What this task involves:
The listing below contains a span that opens with the line containing "I am building" and closes with the line containing "Convert the picture". Return that span exactly.

Entries shown:
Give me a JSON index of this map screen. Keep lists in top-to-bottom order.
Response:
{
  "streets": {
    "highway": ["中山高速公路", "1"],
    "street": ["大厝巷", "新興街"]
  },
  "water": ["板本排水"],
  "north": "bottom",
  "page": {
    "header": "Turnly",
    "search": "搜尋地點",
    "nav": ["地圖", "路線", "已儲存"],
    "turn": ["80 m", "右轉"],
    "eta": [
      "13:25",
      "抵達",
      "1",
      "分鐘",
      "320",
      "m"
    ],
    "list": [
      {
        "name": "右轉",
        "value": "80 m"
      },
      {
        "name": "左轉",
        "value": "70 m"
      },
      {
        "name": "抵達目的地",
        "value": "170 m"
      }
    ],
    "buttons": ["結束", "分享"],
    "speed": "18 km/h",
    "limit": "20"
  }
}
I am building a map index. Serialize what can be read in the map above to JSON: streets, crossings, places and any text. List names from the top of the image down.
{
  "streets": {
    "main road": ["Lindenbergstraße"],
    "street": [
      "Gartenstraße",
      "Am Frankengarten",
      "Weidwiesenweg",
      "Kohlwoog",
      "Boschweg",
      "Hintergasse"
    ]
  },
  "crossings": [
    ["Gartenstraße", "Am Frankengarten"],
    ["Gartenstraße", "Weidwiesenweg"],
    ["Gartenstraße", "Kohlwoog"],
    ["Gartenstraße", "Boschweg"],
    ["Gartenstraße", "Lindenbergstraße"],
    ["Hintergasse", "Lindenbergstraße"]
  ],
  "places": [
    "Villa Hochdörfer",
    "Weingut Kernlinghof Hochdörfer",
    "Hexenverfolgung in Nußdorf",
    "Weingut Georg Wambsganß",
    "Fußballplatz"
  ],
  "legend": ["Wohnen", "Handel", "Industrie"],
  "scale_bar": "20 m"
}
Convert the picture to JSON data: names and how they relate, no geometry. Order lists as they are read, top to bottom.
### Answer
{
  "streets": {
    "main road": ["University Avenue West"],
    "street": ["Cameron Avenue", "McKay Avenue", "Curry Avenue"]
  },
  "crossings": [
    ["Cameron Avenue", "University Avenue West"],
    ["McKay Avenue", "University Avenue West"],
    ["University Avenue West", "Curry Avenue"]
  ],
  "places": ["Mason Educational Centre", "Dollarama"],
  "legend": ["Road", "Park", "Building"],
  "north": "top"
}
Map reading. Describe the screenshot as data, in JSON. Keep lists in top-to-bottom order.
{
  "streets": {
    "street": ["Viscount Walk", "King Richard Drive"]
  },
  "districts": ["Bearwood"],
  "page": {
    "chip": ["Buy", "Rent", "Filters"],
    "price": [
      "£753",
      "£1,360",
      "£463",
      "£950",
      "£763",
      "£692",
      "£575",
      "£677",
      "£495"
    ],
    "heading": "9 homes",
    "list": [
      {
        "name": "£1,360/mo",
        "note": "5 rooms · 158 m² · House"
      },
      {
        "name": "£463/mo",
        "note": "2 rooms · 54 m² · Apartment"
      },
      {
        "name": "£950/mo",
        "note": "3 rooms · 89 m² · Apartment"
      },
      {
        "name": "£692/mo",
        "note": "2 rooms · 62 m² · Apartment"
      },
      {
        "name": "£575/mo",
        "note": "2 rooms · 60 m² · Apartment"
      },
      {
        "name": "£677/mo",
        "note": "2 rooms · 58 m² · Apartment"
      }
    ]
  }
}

Your response:
I am building a map index. Serialize what can be read in the map above to JSON: streets, crossings, places and any text. List names from the top of the image down.
{
  "streets": {
    "main road": ["Lindenbergstraße"],
    "street": [
      "Gartenstraße",
      "Am Frankengarten",
      "Weidwiesenweg",
      "Kohlwoog",
      "Boschweg",
      "Hintergasse"
    ]
  },
  "crossings": [
    ["Gartenstraße", "Am Frankengarten"],
    ["Gartenstraße", "Weidwiesenweg"],
    ["Gartenstraße", "Kohlwoog"],
    ["Gartenstraße", "Boschweg"],
    ["Gartenstraße", "Lindenbergstraße"],
    ["Hintergasse", "Lindenbergstraße"]
  ],
  "places": [
    "Villa Hochdörfer",
    "Weingut Kernlinghof Hochdörfer",
    "Hexenverfolgung in Nußdorf",
    "Weingut Georg Wambsganß",
    "Fußballplatz"
  ],
  "legend": ["Wohnen", "Handel", "Industrie"],
  "scale_bar": "20 m"
}
Convert the picture to JSON data: names and how they relate, no geometry. Order lists as they are read, top to bottom.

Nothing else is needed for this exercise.